Dear Dr. Galardi:
I am a 37-year-old recently divorced woman with two children. I read your column while sitting in my doctor’s office. I have been seeing her for anxiety around a relationship I have been in since my divorce–actually I left my husband for this man. That is not the reason for my writing you.
I am in the real estate business and have been doing it for 10 years. I am getting bored with my job. I like meeting new people and helping people find their first or next home but I think I am meant for bigger things. Lately my bulimia has been re-occurring. I am a normal weight woman but I find myself extremely self-aware of my body. I notice every defect as I am getting older. Do you think there could be a connection between the re-occurrence of bingeing and purging and feeling unengaged with my work? My therapist does not seem to be interested in or equipped to deal with my career confusion. She wants me to stay connected to how I feel when I am in my disorder. I know how I feel. I feel alive. I just don’t know how to feel more alive in the rest of my life.
Can you help?
Rosemary (not my real name)
It sounds to me like your life is in a major transition. First your marriage ended and probably ended with some complications if another man was involved. Now, you are in stage one of a LifeQuake. The model I created called LifeQuake often begins with symptoms of boredom. On the emotional tone scale, boredom is right in the middle. It is considered the transition emotion. If we take positive action through inquiry about our lives, we move up the emotional tone scale.

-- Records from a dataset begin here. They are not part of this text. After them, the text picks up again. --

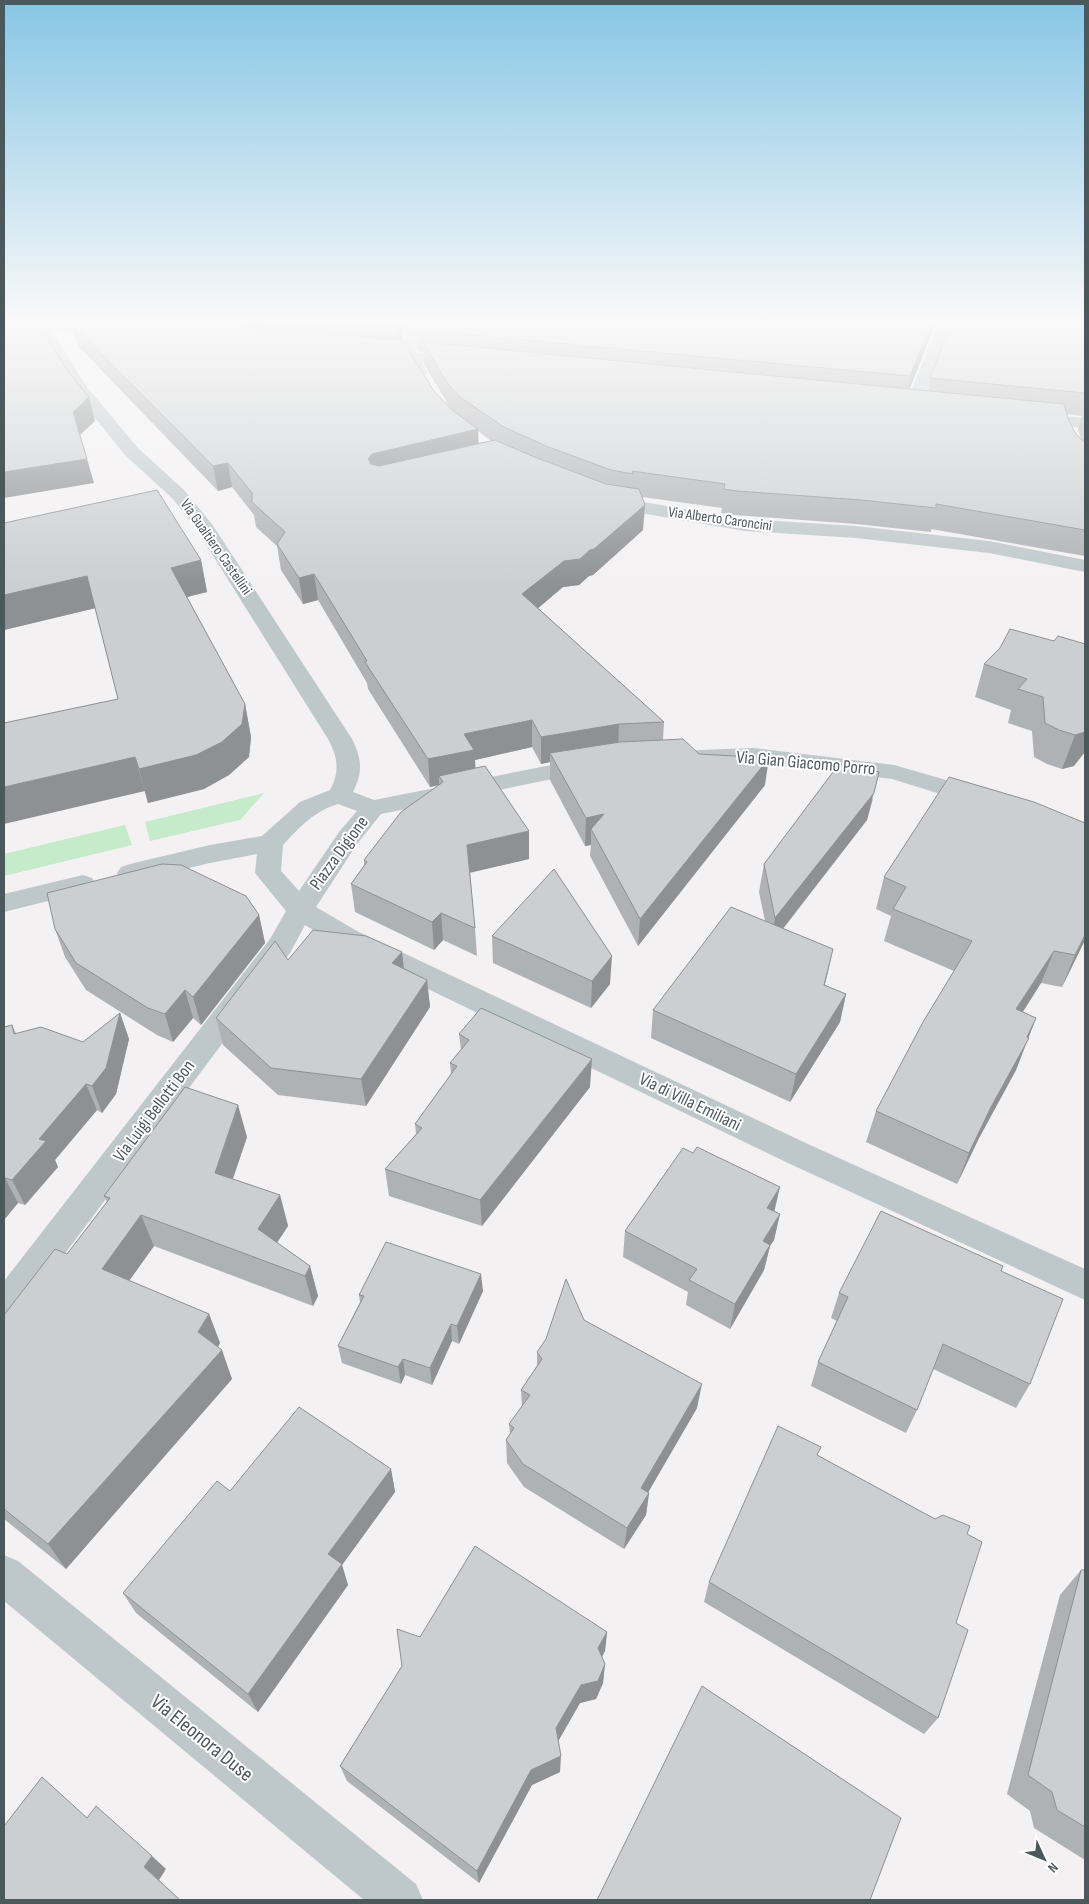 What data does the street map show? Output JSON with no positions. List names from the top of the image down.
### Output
{
  "streets": {
    "street": [
      "Via Alberto Caroncini",
      "Via Gualtiero Castellini",
      "Via Gian Giacomo Porro",
      "Piazza Digione",
      "Via di Villa Emiliani",
      "Via Luigi Bellotti Bon",
      "Via Eleonora Duse"
    ]
  },
  "crossings": [
    ["Via Gualtiero Castellini", "Piazza Digione"],
    ["Piazza Digione", "Via di Villa Emiliani"],
    ["Piazza Digione", "Via Luigi Bellotti Bon"],
    ["Via di Villa Emiliani", "Via Luigi Bellotti Bon"]
  ],
  "north": "bottom right"
} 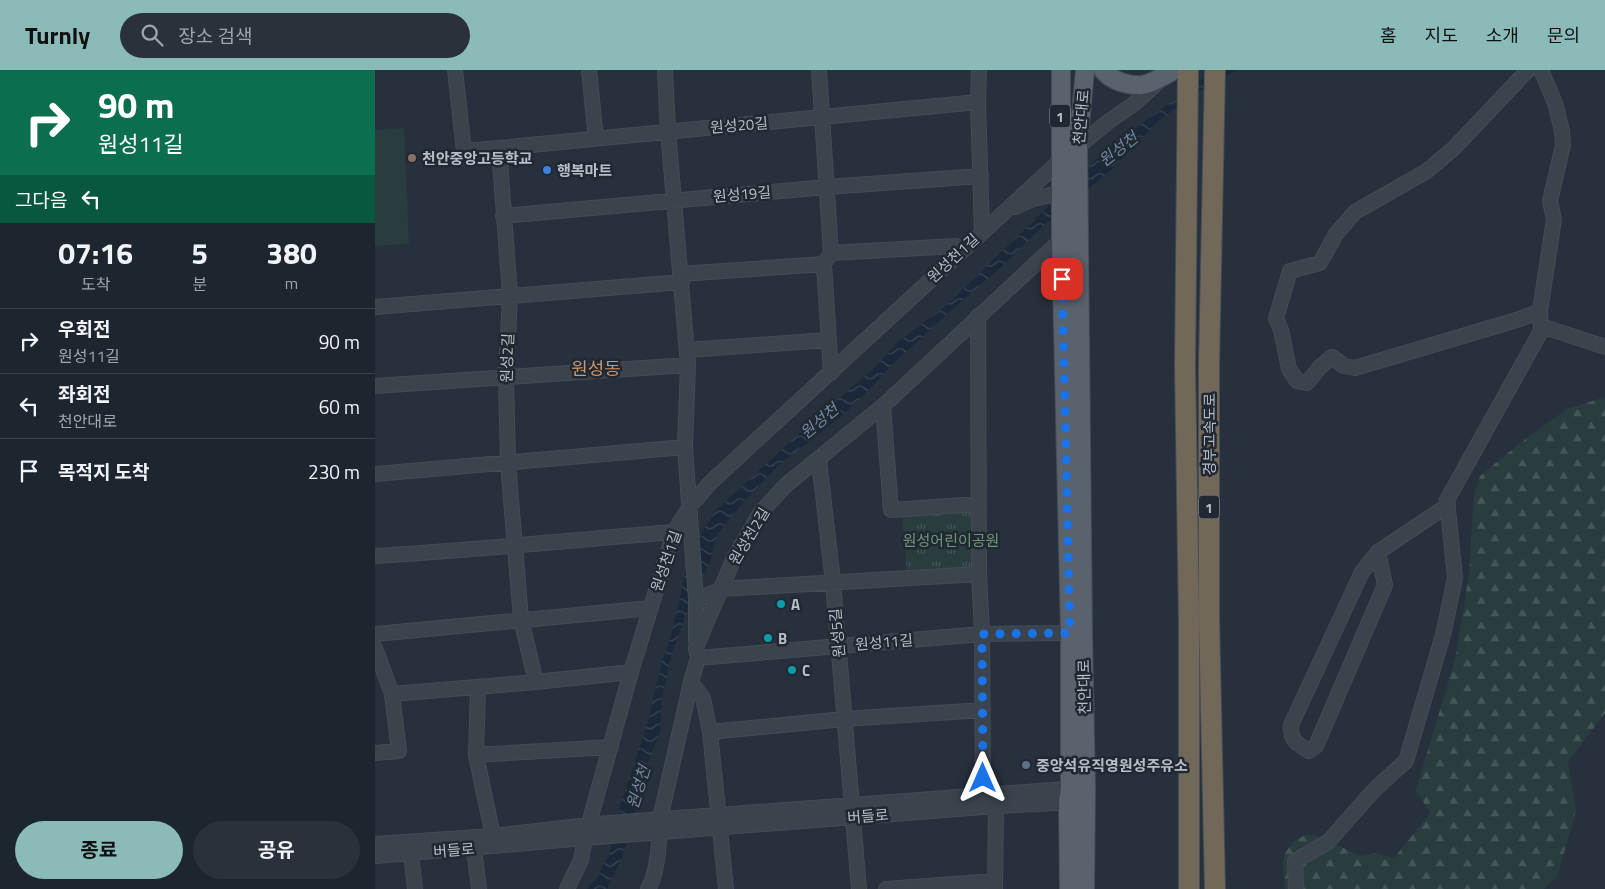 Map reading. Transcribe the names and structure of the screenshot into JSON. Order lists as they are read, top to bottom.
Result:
{
  "streets": {
    "highway": ["1", "경부고속도로"],
    "main road": ["천안대로"],
    "street": [
      "원성20길",
      "원성19길",
      "원성천1길",
      "원성2길",
      "원성천2길",
      "원성5길",
      "원성11길",
      "버들로"
    ]
  },
  "crossings": [
    ["1", "천안대로"],
    ["1", "원성천1길"],
    ["1", "원성천2길"],
    ["천안대로", "원성천1길"],
    ["천안대로", "원성천2길"],
    ["천안대로", "원성11길"],
    ["천안대로", "버들로"],
    ["원성20길", "원성2길"],
    ["원성19길", "원성2길"],
    ["원성천1길", "경부고속도로"],
    ["원성천1길", "버들로"],
    ["원성천2길", "원성5길"],
    ["원성천2길", "원성11길"],
    ["원성천2길", "버들로"],
    ["원성5길", "원성11길"],
    ["원성5길", "버들로"]
  ],
  "districts": ["원성동"],
  "water": ["원성천"],
  "parks": ["원성어린이공원"],
  "places": [
    "천안중앙고등학교",
    "행복마트",
    "A",
    "B",
    "C",
    "중앙석유직영원성주유소"
  ],
  "page": {
    "header": "Turnly",
    "search": "장소 검색",
    "nav": [
      "홈",
      "지도",
      "소개",
      "문의"
    ],
    "turn": ["90 m", "원성11길"],
    "then": "그다음",
    "eta": [
      "07:16",
      "도착",
      "5",
      "분",
      "380",
      "m"
    ],
    "list": [
      {
        "name": "우회전",
        "note": "원성11길",
        "value": "90 m"
      },
      {
        "name": "좌회전",
        "note": "천안대로",
        "value": "60 m"
      },
      {
        "name": "목적지 도착",
        "value": "230 m"
      }
    ],
    "buttons": ["종료", "공유"]
  }
}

If we do nothing, we begin to move down into symptoms of depression where it becomes more difficult to do anything.
I have often found in my practice over the years that a recurrence of addictive patterns can resurface when the soul begins to wake up and call forth a new level of evolution. This awakening often brings with it a feeling of upheaval, like the ground beneath you is no longer solid. As for your therapist, very few therapists are trained in career counseling or life purpose direction. I never learned it in school. My developing the model I use to work with people by phone was developed through my own experience of career transition several times over.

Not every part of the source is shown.